Check every line of the data below for the string "Colton", and copy the ones that hold it.

Collected data entries:
——————

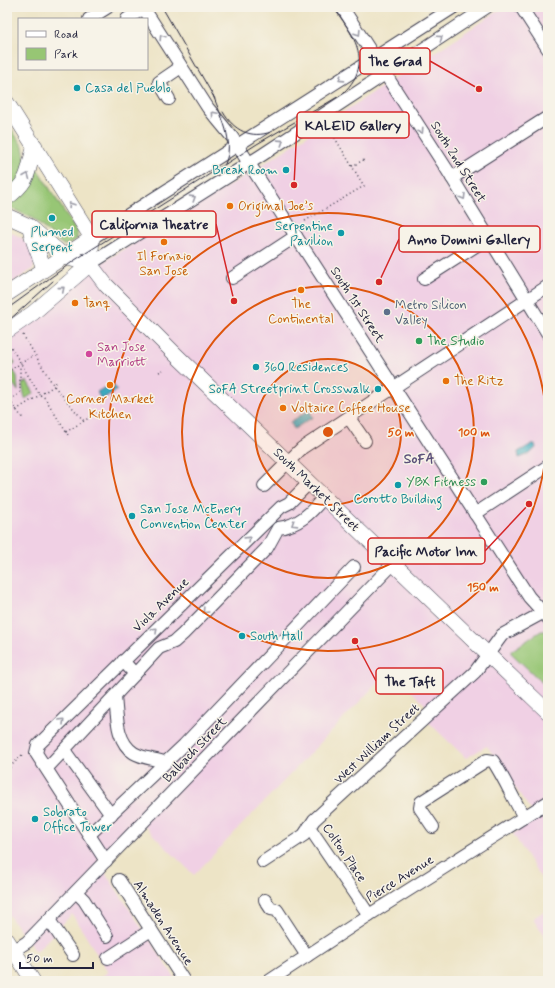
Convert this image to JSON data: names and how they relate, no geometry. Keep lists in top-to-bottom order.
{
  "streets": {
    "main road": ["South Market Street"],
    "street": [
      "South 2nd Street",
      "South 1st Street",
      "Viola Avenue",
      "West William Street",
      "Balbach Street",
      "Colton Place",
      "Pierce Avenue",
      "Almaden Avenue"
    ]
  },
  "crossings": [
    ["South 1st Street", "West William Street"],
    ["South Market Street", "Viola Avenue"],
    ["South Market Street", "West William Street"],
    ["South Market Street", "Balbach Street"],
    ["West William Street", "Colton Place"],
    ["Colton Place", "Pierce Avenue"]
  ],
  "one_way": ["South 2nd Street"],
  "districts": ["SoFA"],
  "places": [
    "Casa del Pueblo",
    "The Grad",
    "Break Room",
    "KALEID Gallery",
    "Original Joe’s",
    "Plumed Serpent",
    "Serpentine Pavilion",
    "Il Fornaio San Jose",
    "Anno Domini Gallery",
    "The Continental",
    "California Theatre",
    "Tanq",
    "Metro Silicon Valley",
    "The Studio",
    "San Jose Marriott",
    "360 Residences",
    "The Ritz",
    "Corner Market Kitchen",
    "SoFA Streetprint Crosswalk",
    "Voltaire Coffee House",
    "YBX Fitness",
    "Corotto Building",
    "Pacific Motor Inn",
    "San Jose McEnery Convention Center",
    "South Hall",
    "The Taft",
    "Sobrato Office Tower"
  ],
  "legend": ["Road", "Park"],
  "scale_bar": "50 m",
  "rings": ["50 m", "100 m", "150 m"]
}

——————

TASK SOLUTION:
      "Colton Place",
    ["West William Street", "Colton Place"],
    ["Colton Place", "Pierce Avenue"]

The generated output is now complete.